**Action item:** Please give the data below again in full, exactly as it stands.

**Collected data:**
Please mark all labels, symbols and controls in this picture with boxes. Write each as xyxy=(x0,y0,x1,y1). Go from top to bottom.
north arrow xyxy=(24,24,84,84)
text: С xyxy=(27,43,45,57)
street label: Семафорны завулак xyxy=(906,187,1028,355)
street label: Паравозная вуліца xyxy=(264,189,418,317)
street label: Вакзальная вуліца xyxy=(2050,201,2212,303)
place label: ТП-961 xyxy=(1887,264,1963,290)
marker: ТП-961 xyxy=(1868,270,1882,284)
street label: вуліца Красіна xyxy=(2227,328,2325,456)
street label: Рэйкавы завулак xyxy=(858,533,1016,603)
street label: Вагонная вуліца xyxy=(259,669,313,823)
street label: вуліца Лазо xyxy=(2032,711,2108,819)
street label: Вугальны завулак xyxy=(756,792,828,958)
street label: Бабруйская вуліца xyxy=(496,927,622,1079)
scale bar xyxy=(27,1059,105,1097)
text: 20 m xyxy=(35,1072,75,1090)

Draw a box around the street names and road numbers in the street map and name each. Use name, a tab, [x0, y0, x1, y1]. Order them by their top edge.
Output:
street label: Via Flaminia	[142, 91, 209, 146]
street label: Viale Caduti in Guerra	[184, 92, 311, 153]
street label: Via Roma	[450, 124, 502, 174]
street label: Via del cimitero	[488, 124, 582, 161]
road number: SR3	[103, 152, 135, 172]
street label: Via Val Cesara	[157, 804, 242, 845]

**Task output:**
Please mark all labels, symbols and controls in this picture with boxes. Write each as xyxy=(x0,y0,x1,y1). Go from top to bottom.
north arrow xyxy=(24,24,84,84)
text: С xyxy=(27,43,45,57)
street label: Семафорны завулак xyxy=(906,187,1028,355)
street label: Паравозная вуліца xyxy=(264,189,418,317)
street label: Вакзальная вуліца xyxy=(2050,201,2212,303)
place label: ТП-961 xyxy=(1887,264,1963,290)
marker: ТП-961 xyxy=(1868,270,1882,284)
street label: вуліца Красіна xyxy=(2227,328,2325,456)
street label: Рэйкавы завулак xyxy=(858,533,1016,603)
street label: Вагонная вуліца xyxy=(259,669,313,823)
street label: вуліца Лазо xyxy=(2032,711,2108,819)
street label: Вугальны завулак xyxy=(756,792,828,958)
street label: Бабруйская вуліца xyxy=(496,927,622,1079)
scale bar xyxy=(27,1059,105,1097)
text: 20 m xyxy=(35,1072,75,1090)

Draw a box around the street names and road numbers in the street map and name each. Use name, a tab, [x0, y0, x1, y1]. Order them by their top edge.
Output:
street label: Via Flaminia	[142, 91, 209, 146]
street label: Viale Caduti in Guerra	[184, 92, 311, 153]
street label: Via Roma	[450, 124, 502, 174]
street label: Via del cimitero	[488, 124, 582, 161]
road number: SR3	[103, 152, 135, 172]
street label: Via Val Cesara	[157, 804, 242, 845]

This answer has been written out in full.